## Activity:
What lines of the data below hold the string "strokeStyle"? Copy each one.

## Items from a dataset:
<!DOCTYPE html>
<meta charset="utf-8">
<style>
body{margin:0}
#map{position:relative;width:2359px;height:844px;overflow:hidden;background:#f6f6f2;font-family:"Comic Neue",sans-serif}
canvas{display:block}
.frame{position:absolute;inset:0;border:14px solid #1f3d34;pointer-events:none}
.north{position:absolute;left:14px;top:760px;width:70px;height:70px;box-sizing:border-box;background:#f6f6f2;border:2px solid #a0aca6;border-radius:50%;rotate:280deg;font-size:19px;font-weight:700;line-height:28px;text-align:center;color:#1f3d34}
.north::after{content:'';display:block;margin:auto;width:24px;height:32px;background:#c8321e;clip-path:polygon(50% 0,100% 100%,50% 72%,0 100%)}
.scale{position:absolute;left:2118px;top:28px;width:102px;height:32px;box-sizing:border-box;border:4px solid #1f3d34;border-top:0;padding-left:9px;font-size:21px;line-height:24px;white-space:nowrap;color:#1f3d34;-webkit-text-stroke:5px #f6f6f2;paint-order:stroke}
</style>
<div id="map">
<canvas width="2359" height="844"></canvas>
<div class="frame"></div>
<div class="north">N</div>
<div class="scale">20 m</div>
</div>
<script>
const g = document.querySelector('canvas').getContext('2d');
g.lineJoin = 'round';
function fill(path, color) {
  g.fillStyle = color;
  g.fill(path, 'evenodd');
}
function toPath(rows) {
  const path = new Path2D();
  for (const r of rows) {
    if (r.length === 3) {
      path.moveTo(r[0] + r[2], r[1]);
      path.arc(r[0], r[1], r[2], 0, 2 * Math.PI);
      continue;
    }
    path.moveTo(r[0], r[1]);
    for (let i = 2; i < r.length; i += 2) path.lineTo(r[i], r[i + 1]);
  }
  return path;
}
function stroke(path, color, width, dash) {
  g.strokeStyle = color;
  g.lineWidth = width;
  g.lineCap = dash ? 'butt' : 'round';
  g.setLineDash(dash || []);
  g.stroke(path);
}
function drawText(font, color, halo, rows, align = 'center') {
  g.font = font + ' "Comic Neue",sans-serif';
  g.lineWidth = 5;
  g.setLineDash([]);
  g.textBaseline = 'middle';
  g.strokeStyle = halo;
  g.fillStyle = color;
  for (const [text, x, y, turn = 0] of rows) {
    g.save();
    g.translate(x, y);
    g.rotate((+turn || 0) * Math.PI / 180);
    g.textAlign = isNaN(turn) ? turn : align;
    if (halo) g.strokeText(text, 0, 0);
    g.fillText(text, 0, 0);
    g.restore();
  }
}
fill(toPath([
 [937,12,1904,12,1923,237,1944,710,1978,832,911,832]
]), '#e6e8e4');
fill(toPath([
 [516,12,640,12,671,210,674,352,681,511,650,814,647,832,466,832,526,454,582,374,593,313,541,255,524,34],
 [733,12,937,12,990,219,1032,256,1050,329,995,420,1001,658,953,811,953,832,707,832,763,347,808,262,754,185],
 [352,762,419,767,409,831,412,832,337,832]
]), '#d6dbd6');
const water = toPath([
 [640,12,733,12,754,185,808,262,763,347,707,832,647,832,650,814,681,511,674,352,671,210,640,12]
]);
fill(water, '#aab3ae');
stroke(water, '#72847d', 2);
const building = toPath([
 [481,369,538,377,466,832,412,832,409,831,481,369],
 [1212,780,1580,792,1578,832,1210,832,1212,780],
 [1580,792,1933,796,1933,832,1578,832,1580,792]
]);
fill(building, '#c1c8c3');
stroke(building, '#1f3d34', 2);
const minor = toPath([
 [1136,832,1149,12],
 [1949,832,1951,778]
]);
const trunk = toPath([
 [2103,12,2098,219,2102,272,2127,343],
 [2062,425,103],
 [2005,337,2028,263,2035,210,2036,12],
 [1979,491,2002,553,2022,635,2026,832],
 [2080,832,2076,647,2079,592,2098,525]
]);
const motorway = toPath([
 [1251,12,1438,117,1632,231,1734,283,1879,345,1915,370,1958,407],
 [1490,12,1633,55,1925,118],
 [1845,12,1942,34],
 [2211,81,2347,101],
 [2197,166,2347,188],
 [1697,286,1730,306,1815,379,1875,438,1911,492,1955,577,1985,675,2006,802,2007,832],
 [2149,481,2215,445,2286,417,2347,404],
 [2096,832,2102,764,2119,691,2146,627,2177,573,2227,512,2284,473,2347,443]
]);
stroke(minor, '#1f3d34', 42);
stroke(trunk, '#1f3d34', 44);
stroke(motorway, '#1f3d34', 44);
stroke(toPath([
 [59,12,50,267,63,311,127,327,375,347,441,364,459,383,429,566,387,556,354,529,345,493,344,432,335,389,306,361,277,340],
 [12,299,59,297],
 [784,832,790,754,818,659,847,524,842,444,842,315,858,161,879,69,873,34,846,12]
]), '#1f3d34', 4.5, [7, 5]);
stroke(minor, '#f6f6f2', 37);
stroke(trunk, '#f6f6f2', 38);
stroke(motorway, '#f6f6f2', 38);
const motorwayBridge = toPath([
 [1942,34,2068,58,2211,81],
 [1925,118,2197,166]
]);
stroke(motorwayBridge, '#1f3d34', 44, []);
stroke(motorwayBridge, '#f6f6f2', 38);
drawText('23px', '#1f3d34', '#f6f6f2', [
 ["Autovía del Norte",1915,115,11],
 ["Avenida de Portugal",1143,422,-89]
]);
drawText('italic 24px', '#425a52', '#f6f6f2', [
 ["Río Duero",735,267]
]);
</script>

## Result of the task:
  g.strokeStyle = color;
  g.strokeStyle = halo;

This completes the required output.